Task details:
Only a number is wanted here: the count of lines in the entries below that contain the word "canvas".

Stored data entries:
————

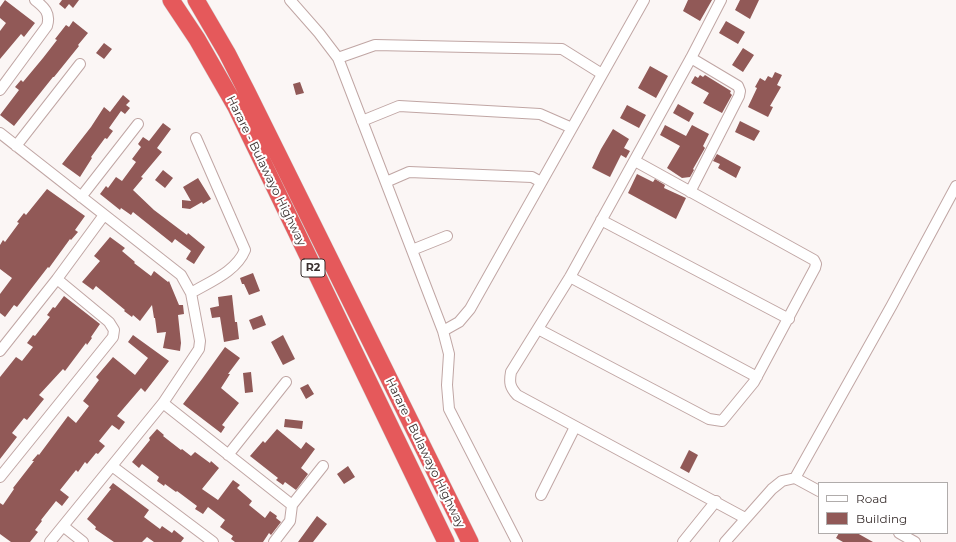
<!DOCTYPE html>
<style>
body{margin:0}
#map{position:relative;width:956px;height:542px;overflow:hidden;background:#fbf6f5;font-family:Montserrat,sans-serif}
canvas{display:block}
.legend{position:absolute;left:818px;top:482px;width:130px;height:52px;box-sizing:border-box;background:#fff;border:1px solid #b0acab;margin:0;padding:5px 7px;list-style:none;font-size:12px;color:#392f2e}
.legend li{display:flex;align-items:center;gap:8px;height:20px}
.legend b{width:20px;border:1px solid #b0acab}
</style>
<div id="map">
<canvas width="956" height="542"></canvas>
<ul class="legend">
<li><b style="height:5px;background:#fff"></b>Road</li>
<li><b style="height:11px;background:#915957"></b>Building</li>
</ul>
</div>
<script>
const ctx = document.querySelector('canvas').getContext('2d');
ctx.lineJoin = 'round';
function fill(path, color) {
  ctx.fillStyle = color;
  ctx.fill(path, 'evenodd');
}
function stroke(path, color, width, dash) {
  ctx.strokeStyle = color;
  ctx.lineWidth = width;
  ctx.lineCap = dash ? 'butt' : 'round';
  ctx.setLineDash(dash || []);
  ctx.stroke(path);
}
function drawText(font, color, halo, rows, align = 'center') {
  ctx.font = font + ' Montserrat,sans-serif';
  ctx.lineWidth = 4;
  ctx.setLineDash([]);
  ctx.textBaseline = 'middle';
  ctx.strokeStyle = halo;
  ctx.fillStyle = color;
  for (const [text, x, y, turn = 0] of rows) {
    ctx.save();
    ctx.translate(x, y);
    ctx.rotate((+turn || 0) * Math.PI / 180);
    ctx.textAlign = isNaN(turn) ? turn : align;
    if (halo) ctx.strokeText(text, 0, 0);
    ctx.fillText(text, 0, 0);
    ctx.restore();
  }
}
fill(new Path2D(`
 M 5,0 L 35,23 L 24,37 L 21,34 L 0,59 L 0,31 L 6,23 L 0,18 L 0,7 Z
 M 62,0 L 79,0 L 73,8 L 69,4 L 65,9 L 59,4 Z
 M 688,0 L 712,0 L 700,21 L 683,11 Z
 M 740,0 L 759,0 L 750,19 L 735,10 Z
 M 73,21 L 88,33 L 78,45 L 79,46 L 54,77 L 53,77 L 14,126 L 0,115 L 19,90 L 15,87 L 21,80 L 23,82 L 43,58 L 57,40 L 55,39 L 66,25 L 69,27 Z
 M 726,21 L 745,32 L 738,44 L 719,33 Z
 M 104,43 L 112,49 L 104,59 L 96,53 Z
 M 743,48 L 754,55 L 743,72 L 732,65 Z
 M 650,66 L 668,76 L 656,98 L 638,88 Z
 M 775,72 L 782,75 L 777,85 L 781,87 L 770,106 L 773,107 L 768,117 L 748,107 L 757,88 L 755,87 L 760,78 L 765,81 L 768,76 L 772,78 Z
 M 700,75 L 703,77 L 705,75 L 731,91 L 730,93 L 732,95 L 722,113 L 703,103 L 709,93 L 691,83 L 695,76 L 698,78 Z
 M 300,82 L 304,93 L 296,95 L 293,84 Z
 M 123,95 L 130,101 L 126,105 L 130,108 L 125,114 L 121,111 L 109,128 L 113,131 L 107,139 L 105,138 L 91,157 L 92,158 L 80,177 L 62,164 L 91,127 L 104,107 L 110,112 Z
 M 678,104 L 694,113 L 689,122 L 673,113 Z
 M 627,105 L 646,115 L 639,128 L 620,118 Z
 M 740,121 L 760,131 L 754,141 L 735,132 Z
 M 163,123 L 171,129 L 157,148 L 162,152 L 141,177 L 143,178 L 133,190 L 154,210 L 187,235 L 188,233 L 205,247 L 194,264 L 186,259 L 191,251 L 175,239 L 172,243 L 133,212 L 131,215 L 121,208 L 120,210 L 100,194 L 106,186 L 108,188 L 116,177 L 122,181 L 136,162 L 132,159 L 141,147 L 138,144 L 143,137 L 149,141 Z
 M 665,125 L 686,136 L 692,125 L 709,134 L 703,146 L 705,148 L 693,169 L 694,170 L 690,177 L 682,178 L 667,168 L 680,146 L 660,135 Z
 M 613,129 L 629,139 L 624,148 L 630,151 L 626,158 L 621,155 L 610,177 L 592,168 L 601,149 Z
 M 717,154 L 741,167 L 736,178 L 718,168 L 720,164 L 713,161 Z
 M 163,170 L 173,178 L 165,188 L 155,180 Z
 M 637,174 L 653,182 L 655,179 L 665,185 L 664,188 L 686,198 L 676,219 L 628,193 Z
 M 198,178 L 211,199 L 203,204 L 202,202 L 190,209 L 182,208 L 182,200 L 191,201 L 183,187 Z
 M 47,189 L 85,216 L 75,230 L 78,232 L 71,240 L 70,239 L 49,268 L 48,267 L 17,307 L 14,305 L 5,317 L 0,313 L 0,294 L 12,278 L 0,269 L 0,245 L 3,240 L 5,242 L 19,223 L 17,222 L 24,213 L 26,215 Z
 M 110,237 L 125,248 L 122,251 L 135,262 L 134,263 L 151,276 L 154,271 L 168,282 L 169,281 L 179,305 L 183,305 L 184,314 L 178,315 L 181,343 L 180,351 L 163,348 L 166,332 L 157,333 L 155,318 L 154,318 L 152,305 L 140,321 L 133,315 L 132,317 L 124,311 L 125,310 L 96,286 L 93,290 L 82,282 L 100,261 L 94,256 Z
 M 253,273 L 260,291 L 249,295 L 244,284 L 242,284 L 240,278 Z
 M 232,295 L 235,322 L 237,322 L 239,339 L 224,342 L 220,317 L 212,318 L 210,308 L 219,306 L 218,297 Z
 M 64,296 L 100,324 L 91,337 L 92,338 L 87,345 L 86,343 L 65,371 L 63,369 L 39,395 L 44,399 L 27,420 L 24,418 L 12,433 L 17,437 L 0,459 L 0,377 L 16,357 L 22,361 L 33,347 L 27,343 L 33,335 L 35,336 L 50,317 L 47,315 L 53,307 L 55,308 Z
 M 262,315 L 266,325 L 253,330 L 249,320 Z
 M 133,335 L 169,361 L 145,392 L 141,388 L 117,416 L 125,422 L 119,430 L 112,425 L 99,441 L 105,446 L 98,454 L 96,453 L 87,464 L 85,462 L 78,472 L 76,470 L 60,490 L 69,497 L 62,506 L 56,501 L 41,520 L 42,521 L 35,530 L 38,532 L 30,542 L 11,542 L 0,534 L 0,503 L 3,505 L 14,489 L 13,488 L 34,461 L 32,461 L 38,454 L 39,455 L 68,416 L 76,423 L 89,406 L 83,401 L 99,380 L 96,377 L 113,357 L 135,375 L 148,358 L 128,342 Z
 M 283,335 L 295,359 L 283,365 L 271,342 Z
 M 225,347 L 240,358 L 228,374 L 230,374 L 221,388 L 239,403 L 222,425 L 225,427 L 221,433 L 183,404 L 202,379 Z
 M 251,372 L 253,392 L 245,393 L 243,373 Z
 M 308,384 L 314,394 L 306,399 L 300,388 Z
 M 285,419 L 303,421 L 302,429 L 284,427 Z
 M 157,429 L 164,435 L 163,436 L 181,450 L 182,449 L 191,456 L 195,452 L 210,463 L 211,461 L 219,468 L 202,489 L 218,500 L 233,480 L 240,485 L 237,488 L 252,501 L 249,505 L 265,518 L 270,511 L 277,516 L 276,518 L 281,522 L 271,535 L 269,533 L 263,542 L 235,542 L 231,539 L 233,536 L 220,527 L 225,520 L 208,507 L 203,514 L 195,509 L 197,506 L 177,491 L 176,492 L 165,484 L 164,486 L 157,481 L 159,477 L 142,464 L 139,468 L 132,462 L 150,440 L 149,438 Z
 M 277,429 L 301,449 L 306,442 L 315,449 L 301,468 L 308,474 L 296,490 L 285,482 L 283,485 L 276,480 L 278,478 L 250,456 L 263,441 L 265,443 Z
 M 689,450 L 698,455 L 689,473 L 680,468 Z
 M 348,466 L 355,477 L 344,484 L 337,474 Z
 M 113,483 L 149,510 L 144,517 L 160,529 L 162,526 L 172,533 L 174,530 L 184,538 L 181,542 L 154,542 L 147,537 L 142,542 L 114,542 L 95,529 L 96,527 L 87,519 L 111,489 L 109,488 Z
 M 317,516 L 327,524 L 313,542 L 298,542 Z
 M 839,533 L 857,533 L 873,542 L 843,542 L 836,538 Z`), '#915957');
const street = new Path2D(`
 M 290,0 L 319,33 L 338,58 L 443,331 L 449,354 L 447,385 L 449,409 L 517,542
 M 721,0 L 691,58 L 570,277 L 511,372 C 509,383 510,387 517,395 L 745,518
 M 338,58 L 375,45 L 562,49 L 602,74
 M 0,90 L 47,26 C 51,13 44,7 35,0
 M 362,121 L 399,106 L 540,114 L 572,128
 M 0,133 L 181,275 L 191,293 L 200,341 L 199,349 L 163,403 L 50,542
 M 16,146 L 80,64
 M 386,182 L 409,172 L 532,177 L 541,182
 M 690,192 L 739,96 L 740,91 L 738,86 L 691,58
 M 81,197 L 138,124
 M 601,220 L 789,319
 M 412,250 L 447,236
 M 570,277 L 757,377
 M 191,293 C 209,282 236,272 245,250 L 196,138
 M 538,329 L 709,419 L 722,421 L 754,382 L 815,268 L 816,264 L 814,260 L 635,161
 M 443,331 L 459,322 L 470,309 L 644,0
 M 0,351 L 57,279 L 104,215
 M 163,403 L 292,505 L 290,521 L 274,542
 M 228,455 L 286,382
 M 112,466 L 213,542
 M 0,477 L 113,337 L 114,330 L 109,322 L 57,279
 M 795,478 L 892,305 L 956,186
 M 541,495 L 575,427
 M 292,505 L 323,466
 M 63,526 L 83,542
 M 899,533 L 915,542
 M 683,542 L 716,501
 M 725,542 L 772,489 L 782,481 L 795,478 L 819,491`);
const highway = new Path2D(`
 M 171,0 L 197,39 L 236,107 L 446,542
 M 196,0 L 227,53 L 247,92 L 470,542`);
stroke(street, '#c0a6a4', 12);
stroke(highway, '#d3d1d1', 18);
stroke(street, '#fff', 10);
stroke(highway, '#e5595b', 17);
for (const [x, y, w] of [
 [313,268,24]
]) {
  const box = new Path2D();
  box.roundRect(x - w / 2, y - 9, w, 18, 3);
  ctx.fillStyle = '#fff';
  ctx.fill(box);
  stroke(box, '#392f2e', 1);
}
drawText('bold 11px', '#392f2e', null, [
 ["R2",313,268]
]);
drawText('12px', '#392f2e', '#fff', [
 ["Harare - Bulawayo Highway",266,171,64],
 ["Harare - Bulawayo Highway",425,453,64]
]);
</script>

————

Expected answer:
3